The object code generated in the assembly stage is composed of machine instructions that the processor understands but some pieces of the program are out of order or missing. To produce an executable program, the existing pieces have to be rearranged and the missing ones filled in. This process is called linking.

The linker will arrange the pieces of object code so that functions in some pieces can successfully call functions in other ones. It will also add pieces containing the instructions for library functions used by the program. In the case of the “Hello, World!” program, the linker will add the object code for the puts function.

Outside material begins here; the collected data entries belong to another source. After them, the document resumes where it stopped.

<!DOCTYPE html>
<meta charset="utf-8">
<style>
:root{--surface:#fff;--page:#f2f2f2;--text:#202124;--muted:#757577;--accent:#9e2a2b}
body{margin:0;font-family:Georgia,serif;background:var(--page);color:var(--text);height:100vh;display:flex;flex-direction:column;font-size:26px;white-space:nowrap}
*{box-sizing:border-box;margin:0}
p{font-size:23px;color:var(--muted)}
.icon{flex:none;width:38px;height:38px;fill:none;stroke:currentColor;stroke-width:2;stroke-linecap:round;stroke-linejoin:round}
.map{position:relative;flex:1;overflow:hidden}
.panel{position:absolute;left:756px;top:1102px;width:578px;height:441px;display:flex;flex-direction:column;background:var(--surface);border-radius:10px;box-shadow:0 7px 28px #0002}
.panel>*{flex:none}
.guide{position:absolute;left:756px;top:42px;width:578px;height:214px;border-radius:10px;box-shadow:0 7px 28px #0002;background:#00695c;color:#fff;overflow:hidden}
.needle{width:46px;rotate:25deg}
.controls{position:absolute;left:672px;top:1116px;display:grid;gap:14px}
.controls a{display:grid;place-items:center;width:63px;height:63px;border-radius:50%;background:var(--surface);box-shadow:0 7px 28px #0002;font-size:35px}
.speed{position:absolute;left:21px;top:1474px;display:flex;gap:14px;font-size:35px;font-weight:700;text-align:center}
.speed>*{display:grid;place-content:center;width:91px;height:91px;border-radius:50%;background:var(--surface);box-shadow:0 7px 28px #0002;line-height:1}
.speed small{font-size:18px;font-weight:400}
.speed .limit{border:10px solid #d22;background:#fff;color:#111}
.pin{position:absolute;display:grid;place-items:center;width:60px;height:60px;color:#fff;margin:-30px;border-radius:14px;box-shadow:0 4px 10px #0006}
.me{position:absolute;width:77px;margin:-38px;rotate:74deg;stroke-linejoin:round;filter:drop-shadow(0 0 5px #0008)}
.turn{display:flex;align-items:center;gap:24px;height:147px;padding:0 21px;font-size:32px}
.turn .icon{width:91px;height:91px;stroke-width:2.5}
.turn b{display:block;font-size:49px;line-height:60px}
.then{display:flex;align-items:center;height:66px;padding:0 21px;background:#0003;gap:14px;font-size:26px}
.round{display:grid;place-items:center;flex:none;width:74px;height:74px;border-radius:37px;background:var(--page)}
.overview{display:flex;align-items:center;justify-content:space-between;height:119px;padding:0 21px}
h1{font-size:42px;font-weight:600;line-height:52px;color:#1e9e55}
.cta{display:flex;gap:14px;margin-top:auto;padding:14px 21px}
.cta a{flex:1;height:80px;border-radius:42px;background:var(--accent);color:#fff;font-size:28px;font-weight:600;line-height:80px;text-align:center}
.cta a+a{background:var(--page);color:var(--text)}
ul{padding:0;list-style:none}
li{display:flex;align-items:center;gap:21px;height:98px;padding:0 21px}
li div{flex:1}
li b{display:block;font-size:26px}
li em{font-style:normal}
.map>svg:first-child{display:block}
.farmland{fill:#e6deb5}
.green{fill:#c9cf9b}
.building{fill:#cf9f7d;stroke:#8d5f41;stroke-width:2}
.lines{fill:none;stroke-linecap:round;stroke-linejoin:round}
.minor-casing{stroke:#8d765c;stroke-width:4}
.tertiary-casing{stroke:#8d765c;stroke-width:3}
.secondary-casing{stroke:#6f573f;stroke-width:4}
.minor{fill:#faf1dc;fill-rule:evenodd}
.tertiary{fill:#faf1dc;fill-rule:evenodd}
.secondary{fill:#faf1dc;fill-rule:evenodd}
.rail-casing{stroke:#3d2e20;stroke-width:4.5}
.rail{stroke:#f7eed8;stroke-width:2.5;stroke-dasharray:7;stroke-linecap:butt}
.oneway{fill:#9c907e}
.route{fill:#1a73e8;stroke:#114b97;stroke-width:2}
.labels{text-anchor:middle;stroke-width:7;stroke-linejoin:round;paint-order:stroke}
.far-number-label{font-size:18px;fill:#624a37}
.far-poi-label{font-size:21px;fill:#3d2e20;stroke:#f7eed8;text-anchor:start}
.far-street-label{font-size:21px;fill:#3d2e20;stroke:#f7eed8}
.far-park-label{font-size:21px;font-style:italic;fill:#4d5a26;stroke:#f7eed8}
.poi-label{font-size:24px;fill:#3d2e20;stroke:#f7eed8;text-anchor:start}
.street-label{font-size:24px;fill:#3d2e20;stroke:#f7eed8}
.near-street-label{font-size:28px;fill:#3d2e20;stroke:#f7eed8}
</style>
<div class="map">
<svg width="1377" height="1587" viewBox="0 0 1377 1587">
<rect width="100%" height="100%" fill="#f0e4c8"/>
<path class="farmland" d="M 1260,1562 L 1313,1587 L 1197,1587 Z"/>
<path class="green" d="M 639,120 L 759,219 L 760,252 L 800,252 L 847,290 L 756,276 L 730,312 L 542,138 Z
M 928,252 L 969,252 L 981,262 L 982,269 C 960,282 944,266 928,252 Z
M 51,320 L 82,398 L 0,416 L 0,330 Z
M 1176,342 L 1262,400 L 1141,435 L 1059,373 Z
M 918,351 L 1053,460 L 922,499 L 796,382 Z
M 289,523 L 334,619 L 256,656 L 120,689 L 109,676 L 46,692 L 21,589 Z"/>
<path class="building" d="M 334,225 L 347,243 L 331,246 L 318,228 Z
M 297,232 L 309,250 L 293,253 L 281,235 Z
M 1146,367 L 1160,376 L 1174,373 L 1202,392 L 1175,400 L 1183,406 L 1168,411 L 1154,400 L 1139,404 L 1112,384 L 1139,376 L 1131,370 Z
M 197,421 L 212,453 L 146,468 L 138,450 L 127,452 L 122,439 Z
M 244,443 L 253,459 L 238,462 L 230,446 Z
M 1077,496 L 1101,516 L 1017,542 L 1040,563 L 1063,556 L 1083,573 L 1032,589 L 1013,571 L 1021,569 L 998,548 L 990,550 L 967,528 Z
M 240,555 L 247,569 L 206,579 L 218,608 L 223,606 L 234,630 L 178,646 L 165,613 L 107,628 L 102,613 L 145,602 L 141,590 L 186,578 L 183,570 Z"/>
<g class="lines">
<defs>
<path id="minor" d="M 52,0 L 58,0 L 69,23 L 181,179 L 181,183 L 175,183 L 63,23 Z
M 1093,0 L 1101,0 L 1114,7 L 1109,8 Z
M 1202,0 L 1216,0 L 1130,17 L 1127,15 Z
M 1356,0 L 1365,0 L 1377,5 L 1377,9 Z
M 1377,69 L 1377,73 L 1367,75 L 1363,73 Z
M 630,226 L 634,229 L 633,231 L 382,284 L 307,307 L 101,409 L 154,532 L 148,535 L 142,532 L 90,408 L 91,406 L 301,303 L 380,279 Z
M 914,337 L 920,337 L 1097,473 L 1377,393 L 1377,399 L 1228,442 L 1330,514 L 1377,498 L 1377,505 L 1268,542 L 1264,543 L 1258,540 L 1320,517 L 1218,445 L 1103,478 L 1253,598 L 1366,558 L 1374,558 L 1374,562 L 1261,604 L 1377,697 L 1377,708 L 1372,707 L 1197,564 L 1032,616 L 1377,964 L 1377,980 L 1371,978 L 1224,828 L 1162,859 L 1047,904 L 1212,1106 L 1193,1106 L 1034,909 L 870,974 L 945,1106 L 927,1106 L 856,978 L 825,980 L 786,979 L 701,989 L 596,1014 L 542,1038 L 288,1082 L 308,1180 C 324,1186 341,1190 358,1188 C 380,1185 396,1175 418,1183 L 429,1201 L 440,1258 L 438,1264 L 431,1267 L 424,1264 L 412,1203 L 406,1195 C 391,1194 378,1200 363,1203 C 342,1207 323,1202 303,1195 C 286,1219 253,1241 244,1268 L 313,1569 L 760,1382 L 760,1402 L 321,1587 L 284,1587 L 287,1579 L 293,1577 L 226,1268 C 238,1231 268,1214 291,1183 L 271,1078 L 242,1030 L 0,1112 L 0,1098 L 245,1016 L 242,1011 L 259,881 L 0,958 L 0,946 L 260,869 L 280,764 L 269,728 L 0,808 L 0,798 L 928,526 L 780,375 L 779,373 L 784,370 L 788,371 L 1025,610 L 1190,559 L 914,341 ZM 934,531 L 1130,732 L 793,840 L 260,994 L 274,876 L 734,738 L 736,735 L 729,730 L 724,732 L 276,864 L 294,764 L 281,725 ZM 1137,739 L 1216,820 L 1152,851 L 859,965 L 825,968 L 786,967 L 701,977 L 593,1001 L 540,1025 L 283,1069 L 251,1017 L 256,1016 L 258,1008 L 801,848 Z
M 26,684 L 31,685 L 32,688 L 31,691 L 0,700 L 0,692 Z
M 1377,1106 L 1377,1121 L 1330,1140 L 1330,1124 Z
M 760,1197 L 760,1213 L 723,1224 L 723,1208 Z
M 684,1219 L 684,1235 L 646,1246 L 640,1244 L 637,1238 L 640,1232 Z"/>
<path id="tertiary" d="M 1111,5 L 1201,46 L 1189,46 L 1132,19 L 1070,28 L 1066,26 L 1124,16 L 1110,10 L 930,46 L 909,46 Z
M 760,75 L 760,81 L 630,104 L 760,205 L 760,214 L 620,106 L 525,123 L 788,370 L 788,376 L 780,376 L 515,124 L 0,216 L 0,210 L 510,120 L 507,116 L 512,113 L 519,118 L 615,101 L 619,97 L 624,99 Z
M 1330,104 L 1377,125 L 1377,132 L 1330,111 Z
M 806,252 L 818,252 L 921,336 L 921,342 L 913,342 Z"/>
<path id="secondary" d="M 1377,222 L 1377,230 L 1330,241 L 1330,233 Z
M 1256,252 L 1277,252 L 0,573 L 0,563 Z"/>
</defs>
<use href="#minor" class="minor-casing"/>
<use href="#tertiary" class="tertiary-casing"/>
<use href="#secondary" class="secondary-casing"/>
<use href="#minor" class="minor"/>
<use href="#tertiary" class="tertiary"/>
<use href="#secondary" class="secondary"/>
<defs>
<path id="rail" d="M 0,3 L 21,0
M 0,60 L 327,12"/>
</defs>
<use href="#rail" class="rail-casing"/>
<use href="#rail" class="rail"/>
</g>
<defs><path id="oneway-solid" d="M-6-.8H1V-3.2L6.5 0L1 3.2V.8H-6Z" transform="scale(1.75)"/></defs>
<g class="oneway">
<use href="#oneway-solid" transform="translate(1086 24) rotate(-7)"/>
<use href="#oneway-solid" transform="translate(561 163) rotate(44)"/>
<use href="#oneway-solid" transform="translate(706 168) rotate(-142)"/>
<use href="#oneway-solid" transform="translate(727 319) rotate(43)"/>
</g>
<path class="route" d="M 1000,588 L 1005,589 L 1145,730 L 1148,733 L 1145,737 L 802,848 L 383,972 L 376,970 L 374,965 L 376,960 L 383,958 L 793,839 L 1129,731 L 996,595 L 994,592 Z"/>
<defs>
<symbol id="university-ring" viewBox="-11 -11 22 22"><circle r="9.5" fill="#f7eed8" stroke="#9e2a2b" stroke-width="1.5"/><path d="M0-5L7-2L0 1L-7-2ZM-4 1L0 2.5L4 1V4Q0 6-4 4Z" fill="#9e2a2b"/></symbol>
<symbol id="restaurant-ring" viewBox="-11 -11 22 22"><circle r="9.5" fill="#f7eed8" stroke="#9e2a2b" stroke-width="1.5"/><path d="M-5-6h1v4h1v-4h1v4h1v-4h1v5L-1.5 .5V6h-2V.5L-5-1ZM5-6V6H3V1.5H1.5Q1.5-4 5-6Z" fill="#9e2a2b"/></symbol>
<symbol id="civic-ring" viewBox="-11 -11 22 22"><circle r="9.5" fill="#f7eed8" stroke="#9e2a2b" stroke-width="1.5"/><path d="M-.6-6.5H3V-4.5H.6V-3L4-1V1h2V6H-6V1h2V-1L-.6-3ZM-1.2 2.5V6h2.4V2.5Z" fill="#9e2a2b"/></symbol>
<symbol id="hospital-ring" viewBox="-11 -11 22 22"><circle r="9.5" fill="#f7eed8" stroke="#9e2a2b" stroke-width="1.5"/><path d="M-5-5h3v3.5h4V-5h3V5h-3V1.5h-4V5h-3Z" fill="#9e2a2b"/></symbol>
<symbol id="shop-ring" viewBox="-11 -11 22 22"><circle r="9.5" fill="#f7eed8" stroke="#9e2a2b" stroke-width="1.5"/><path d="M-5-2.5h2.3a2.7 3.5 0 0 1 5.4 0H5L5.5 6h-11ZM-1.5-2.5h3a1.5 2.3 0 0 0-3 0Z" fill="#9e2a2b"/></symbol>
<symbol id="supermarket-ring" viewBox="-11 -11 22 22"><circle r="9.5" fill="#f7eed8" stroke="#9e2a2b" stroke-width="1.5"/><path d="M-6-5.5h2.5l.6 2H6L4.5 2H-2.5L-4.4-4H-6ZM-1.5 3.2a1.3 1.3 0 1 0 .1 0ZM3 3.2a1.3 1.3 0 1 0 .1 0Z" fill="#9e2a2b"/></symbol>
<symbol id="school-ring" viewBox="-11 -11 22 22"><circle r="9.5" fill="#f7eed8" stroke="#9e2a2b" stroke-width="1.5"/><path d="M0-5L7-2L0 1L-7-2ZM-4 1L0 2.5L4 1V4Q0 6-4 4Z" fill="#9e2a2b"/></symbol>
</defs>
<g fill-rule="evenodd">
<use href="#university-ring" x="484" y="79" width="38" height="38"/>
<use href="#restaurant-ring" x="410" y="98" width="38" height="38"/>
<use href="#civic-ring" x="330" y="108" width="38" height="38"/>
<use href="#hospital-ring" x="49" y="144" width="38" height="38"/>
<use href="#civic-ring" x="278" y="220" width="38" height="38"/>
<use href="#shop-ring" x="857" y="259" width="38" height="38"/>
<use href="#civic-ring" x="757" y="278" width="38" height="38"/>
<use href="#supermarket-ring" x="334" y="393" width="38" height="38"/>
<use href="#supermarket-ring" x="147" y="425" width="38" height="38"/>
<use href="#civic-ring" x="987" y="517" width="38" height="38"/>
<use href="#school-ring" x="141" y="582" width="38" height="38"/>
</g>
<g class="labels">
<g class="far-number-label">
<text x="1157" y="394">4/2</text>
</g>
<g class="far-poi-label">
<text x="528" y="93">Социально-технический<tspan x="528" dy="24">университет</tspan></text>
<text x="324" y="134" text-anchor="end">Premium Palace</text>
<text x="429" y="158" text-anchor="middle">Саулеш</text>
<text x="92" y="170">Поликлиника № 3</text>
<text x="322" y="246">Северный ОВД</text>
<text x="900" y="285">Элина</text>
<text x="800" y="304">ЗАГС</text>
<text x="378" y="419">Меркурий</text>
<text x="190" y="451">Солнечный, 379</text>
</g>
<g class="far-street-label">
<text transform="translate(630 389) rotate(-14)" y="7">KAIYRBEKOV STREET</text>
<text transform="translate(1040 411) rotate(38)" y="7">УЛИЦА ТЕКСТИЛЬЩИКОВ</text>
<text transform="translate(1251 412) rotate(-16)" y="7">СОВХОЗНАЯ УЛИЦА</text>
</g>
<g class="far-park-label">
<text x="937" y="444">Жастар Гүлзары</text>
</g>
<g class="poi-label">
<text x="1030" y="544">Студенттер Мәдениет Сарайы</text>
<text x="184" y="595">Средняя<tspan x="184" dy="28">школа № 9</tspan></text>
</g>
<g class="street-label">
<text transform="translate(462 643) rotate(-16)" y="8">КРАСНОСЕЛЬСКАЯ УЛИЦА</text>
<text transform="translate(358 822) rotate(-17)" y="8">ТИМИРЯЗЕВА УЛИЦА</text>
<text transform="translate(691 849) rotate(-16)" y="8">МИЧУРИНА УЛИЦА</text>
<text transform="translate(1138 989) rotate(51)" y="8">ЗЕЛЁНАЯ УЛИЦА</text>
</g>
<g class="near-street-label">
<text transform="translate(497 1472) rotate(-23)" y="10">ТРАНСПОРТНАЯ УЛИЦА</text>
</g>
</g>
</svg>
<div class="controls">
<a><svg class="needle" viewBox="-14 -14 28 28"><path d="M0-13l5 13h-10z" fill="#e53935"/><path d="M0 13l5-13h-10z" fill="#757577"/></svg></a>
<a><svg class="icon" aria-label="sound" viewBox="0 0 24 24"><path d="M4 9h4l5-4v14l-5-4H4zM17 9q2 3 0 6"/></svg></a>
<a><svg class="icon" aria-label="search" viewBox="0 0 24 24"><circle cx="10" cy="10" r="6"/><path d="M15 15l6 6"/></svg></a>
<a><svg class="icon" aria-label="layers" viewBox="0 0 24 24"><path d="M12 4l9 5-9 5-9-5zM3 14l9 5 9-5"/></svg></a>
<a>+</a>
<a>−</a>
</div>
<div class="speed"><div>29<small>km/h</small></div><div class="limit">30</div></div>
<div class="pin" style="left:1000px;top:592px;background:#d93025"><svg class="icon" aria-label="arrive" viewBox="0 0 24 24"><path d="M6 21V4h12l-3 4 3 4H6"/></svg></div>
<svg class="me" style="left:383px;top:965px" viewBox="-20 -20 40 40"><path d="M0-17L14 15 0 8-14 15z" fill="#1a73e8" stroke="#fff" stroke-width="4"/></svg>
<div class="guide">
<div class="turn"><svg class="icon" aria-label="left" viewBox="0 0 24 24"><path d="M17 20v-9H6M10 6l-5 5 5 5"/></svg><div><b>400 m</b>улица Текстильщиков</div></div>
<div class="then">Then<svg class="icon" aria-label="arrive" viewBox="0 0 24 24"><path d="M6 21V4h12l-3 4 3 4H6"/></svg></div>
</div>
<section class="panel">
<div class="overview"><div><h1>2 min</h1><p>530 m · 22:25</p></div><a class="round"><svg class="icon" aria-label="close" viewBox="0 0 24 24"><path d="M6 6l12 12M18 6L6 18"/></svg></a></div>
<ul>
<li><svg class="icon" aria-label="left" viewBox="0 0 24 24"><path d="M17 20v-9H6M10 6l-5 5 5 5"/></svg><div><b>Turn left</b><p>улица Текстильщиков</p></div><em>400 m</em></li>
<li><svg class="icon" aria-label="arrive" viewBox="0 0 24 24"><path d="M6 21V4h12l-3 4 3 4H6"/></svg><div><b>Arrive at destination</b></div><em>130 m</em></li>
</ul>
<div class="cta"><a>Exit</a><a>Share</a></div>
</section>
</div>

The result of this stage is the final executable program. When run without options, cc will name this file a.out. To name the file something else, pass the -o option to cc:

cc -o hello_world hello_world.c

What is the process called compiling?

The process of converting source code written in any programming language—usually a mid- or high-level language—into a machine-level language that is understandable by the computer is known as Compilation. The software used for this conversion is known as a compiler.

What happens when a program is compiled?

A compiler takes the program code (source code) and converts the source code to a machine language module (called an object file). Another specialized program, called a linker, combines this object file with other previously compiled object files (in particular run-time modules) to create an executable file.

What is the preprocessor stage of compiling?

Preprocessing manipulates the text of a source file, usually as a first phase of translation that is initiated by a compiler invocation. Common tasks accomplished by preprocessing are macro substitution, testing for conditional compilation directives, and file inclusion.

What is compile and execute programs?

A compiler is an executable program that takes program source code (text) as input and translates it into an executable program (binary machine code) that it writes into a file as output. That executable program can then be run to process input data and generate output according to whatever we wrote our program to do.